**Task goal:**
Go through the records below and show every line with the string "Монетка".

**Data supplied:**
[Start of section]

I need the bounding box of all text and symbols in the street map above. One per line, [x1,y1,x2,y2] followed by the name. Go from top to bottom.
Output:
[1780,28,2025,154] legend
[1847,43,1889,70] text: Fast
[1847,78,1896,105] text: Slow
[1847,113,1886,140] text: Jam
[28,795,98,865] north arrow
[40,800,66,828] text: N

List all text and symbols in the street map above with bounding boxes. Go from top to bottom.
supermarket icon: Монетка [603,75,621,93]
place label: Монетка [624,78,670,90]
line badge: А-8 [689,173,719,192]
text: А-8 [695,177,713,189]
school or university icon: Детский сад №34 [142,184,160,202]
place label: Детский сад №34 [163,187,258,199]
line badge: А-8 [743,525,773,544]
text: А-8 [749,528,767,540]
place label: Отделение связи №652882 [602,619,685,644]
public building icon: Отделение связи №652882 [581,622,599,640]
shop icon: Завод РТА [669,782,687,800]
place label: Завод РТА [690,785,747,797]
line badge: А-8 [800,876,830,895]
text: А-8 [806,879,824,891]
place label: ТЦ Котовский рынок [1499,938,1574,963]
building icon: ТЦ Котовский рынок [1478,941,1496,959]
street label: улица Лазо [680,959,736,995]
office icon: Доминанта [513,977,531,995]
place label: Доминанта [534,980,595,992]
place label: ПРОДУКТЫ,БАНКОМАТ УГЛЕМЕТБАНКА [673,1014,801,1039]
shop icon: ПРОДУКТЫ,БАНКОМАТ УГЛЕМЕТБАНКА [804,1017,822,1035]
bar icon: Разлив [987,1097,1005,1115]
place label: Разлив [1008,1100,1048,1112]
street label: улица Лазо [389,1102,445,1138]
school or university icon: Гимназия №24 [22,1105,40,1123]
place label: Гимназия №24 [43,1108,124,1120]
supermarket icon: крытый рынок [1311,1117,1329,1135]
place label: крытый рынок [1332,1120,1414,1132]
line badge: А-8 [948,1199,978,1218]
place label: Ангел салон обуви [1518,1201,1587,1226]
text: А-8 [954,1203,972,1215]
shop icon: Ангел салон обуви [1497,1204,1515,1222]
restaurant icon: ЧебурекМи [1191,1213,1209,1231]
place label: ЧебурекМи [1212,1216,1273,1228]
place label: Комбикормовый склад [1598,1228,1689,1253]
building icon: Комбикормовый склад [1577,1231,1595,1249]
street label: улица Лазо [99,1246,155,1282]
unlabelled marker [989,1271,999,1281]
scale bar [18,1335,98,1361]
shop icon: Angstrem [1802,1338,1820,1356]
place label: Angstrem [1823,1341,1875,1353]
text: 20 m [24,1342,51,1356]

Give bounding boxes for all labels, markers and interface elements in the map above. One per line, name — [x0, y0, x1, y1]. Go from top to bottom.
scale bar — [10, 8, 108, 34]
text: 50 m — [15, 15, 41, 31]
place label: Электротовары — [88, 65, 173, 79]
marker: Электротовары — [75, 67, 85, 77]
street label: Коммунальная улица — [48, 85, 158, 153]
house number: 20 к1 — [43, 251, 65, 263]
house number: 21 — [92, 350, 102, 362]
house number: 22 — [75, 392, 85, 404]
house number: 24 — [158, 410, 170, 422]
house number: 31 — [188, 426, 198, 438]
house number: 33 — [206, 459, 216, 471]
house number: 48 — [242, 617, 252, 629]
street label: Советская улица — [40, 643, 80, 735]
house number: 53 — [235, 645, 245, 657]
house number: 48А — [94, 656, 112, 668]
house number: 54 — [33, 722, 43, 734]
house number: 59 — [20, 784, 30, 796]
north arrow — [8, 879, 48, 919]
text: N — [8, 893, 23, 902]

[End of section]

**Your response:**
supermarket icon: Монетка [603,75,621,93]
place label: Монетка [624,78,670,90]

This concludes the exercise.